La poética de Cortázar

La poética de Cortázar


Por KATERINE JAIMES PEÑA


Con el fin de analizar la diferencia entre lo estético y lo poético en los textos de Cortázar y cómo esta diferencia se plasma en torno a su “arte poética”, es preciso explicar brevemente su Teoría del túnel  y sus Notas sobre la novela contemporánea. De esta forma, se analizará cómo está presente esta teoría de lo estético y lo poético, que él plantea, dentro de algunos textos que forman parte de su vasta obra.

En la Teoría del túnel,  Cortázar resalta la importancia de movimientos literarios como el Surrealismo y el Existencialismo, debido a su posición extra poética y extraliteraria, porque el existencialismo es un humanismo, de acuerdo con los postulados de Sartre y, es, además, un descubrimiento de que todos estamos solos en el mundo. Tendencias literarias a las que el escritor argentino, sin duda, se adscribe.

Las reflexiones de Cortázar en Teoría del  túnel están hechas pensando, principalmente, en la crisis del culto al libro. Según el escritor argentino, el libro dentro de una línea tradicional, merecía un respeto fetichista. De esta forma, la estética era lo único realmente importante para escritores como Flaubert, por ejemplo, cuya obra era concebida sólo  como objeto estético “lo veremos encarar su obra como un objeto estéticamente concebido y ejecutado, que se resume en cuanto objeto estético en las dimensiones verbales del libro”. Para Cortázar un escritor como Flaubert: “está ante todo preocupado por la resolución formal de su obra literaria. La forma, producto directo del empleo estético del lenguaje, hallazgo azaroso de la adecuación entre las intenciones expresivas y su manifestación verbal, constituye en mayor o menor grado la preocupación del literato que llamaremos precariamente tradicional”.

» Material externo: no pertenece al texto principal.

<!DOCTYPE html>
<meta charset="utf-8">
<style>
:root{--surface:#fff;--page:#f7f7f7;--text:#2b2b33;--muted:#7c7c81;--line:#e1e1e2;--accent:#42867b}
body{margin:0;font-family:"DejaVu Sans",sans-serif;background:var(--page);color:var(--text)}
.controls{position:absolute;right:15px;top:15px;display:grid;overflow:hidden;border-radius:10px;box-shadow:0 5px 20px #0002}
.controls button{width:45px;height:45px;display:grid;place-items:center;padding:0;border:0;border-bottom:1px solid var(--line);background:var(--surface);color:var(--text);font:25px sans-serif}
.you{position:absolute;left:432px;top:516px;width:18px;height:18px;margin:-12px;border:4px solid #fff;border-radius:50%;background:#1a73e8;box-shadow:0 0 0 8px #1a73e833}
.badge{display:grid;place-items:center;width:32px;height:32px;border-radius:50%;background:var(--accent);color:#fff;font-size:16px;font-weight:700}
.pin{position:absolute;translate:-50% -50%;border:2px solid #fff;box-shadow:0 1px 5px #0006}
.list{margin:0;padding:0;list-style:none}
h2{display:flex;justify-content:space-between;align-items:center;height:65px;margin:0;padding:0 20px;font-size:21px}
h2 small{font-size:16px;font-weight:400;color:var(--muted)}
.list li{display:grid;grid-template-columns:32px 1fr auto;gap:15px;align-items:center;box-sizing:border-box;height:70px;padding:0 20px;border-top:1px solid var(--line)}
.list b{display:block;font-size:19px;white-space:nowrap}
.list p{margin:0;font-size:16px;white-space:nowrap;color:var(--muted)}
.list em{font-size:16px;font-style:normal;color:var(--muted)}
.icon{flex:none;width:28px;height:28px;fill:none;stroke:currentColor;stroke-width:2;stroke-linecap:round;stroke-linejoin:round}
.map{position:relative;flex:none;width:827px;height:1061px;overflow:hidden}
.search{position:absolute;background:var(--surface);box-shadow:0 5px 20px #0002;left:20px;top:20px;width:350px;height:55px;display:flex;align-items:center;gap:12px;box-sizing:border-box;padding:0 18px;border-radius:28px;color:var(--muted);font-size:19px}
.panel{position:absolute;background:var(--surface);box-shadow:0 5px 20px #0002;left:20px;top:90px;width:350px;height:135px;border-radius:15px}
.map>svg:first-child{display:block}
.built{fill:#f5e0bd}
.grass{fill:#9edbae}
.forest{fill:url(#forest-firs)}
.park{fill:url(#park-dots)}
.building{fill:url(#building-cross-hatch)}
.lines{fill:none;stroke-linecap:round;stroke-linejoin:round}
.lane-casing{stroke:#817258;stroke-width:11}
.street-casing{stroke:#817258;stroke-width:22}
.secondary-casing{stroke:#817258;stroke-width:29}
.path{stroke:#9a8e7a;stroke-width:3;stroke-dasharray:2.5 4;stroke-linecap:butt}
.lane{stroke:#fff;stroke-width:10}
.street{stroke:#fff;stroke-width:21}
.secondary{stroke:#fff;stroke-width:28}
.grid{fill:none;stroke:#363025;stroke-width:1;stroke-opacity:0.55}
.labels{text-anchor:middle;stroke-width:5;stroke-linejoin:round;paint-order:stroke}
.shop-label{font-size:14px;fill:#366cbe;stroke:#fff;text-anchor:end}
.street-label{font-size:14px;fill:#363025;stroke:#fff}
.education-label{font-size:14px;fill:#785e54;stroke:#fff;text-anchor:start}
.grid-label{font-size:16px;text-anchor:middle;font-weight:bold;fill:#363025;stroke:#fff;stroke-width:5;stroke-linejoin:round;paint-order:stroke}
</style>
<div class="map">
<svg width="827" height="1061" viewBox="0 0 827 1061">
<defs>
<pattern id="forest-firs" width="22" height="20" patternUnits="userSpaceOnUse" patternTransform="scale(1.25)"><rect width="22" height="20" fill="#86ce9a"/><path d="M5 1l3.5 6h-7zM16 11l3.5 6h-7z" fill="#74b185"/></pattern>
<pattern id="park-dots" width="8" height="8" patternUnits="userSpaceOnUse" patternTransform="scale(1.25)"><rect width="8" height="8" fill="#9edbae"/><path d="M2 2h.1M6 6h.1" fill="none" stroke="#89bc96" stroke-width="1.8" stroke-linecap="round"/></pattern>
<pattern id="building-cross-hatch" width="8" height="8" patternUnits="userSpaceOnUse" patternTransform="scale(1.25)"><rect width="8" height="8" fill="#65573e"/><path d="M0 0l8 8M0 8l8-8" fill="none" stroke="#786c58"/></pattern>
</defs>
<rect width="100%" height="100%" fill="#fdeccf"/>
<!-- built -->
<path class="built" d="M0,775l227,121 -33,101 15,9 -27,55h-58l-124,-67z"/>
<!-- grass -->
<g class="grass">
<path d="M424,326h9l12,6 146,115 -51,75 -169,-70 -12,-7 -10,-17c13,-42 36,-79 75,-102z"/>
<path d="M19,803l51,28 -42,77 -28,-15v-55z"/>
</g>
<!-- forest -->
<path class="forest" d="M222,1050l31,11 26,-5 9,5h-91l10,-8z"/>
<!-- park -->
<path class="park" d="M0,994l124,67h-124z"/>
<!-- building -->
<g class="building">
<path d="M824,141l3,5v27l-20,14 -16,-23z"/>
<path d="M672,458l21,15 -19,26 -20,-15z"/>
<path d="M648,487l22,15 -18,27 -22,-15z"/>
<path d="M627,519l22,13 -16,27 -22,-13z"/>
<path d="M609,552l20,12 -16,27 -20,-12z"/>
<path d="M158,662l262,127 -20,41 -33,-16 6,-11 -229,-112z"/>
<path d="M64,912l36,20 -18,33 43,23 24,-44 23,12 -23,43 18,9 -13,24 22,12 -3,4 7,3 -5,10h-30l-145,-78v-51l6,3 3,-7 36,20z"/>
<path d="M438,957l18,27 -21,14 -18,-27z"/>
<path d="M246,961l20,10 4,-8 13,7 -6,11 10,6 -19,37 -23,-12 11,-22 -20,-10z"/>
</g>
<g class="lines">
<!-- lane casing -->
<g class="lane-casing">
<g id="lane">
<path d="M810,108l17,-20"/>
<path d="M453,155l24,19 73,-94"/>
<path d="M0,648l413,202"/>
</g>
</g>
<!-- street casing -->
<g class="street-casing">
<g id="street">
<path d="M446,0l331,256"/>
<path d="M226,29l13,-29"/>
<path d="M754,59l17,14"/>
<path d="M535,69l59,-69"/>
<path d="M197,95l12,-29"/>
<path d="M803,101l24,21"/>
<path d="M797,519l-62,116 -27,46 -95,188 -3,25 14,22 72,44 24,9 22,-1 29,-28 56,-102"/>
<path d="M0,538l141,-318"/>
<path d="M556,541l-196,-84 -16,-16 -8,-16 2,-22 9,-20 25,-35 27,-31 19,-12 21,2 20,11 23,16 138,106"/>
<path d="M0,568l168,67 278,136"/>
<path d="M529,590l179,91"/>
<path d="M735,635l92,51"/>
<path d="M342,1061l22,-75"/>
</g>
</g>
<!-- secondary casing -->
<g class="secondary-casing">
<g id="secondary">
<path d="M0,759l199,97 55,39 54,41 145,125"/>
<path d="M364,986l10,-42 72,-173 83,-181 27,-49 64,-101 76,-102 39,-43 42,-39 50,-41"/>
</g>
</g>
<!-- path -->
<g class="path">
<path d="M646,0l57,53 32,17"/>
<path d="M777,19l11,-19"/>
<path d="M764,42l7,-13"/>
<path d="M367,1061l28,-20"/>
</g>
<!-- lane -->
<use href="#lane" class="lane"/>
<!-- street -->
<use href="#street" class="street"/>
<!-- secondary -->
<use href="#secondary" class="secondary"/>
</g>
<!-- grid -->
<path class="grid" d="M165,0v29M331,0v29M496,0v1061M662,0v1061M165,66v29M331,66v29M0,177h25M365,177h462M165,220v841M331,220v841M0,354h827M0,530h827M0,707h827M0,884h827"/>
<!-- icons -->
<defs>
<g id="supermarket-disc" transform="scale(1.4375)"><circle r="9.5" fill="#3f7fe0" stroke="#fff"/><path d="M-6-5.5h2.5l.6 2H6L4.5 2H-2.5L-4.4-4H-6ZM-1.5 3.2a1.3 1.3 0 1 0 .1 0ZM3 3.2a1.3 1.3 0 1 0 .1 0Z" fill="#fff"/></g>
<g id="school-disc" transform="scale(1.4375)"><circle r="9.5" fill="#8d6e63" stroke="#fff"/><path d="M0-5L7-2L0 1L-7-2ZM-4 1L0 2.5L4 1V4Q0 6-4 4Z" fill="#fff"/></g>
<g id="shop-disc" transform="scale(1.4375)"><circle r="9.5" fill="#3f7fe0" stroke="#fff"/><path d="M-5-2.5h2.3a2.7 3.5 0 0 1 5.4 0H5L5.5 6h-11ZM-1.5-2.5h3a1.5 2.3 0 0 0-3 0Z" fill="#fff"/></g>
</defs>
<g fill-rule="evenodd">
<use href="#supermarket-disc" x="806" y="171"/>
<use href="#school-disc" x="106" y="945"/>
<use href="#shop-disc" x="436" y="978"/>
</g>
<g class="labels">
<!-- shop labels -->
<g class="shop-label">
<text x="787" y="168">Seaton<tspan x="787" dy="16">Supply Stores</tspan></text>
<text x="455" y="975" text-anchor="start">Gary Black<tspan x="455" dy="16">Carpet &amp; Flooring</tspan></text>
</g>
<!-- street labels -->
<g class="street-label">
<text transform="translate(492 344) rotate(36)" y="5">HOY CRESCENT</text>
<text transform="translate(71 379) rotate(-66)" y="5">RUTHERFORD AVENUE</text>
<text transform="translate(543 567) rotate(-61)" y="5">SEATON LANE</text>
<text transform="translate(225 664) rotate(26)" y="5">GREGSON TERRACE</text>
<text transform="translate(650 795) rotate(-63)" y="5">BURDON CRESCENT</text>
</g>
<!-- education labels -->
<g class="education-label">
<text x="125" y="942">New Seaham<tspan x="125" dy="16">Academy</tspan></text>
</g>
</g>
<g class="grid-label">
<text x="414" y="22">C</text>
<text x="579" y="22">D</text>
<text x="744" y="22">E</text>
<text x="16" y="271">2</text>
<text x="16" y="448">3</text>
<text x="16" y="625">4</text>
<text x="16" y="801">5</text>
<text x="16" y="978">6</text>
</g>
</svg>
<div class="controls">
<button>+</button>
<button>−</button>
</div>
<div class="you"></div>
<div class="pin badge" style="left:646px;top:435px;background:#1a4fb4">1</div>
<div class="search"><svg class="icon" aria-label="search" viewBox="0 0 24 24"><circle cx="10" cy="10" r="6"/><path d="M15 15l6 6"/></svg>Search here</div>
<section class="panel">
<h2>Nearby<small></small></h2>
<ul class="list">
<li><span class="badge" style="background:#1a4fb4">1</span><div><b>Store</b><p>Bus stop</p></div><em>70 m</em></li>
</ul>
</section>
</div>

Este literato “tradicional”, para Cortázar, estaba demasiado preocupado por la forma y cita a manera de ejemplo a  André Guide, ya que para él su convencimiento de que “sólo por la forma duran las obras del hombre” no es más que un acto de petulancia.

En esta especie de manifiesto literario, Cortázar da cuenta de un siglo XIX que viene a ser, nada menos, que  el siglo del libro. Época en la cual la obra literaria era considerada como tal, sólo por razones estéticas, porque el repertorio del pasado “está bellamente expresado”.

En el  siglo XX sin embargo, la literatura, en una especie de retorno al primer romanticismo, muestra una tendencia a “la expresión total del hombre en vez de reducirse a sus quintaesencias estéticas”. Esta nueva tendencia del escritor a ver en el libro “una manifestación consubstancial del ser” se hará más viva en el surrealismo y el existencialismo, como se explicará más adelante.

Es con el dadaísmo que empieza a sugerirse una destrucción de formas y con el surrealismo una destrucción de fondos: “nada menos pueril que el hecho de que el dadaísmo prefiriera hacer poemas recortando un diccionario y agitando las palabras en un sombrero, y que el surrealismo reclamara una actividad extra libresca, romper la jaula de la literatura tradicional, sustituir la poesía de álbum por la vida poética”. Así es como el intelectual de la época se rebela contra el Libro como objeto estético “hacedor de mascaras”, creándose una separación entre el escritor que “escribe para existir” y aquél que “existe para escribir”.  De esta forma, Cortázar, termina esta idea con la siguiente cita: “Frente al escritor “tradicional”, “vocacional”, para quien el universo culmina en el Libro, se alza agresivo el joven escritor de 1915 para quien el libro debe culminar en lo universal, ser su puente y su revelación”.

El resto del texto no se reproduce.